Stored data
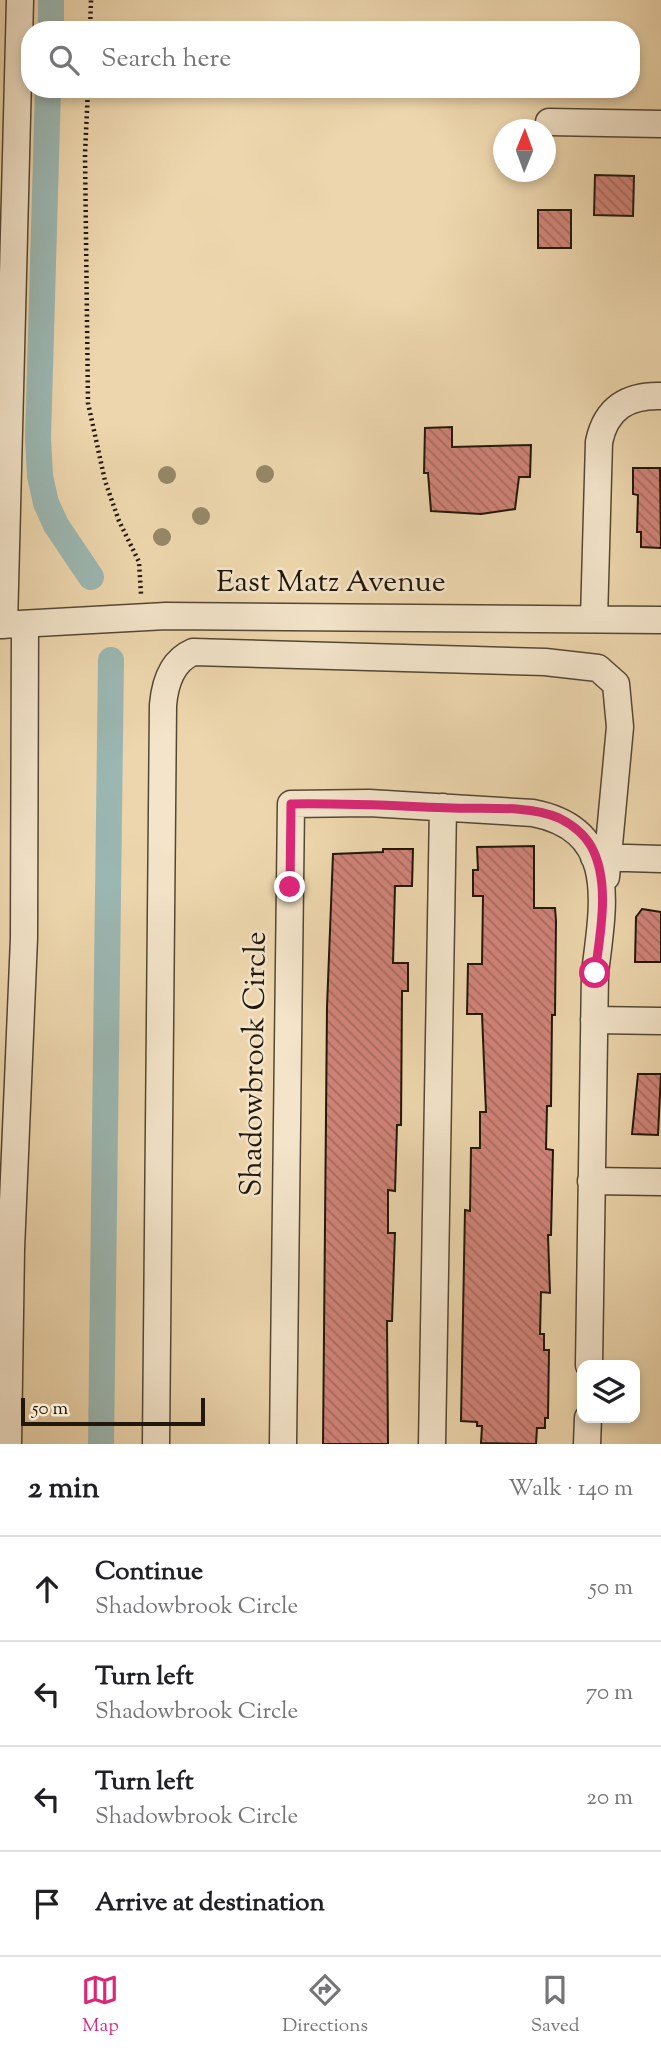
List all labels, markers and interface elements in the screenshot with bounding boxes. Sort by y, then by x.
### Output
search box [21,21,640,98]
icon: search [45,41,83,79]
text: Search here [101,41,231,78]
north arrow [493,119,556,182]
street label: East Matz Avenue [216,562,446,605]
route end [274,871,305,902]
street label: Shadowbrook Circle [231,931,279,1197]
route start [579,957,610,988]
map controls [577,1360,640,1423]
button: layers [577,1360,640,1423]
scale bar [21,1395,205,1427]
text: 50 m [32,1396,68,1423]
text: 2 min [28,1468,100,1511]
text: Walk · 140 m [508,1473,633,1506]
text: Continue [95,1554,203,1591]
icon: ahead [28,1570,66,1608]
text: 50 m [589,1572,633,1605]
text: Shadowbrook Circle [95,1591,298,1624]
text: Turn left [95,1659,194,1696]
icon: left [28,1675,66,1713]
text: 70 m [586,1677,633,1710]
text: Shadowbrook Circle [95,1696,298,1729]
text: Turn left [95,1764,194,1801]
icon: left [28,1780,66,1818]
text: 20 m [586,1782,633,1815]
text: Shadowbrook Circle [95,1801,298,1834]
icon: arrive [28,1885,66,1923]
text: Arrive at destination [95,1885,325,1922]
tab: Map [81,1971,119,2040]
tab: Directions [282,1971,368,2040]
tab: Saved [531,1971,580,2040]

- **Task requirements**: Type out all the records verbatim, minus images.

- **Exercise answer**:
List all labels, markers and interface elements in the screenshot with bounding boxes. Sort by y, then by x.
### Output
search box [21,21,640,98]
icon: search [45,41,83,79]
text: Search here [101,41,231,78]
north arrow [493,119,556,182]
street label: East Matz Avenue [216,562,446,605]
route end [274,871,305,902]
street label: Shadowbrook Circle [231,931,279,1197]
route start [579,957,610,988]
map controls [577,1360,640,1423]
button: layers [577,1360,640,1423]
scale bar [21,1395,205,1427]
text: 50 m [32,1396,68,1423]
text: 2 min [28,1468,100,1511]
text: Walk · 140 m [508,1473,633,1506]
text: Continue [95,1554,203,1591]
icon: ahead [28,1570,66,1608]
text: 50 m [589,1572,633,1605]
text: Shadowbrook Circle [95,1591,298,1624]
text: Turn left [95,1659,194,1696]
icon: left [28,1675,66,1713]
text: 70 m [586,1677,633,1710]
text: Shadowbrook Circle [95,1696,298,1729]
text: Turn left [95,1764,194,1801]
icon: left [28,1780,66,1818]
text: 20 m [586,1782,633,1815]
text: Shadowbrook Circle [95,1801,298,1834]
icon: arrive [28,1885,66,1923]
text: Arrive at destination [95,1885,325,1922]
tab: Map [81,1971,119,2040]
tab: Directions [282,1971,368,2040]
tab: Saved [531,1971,580,2040]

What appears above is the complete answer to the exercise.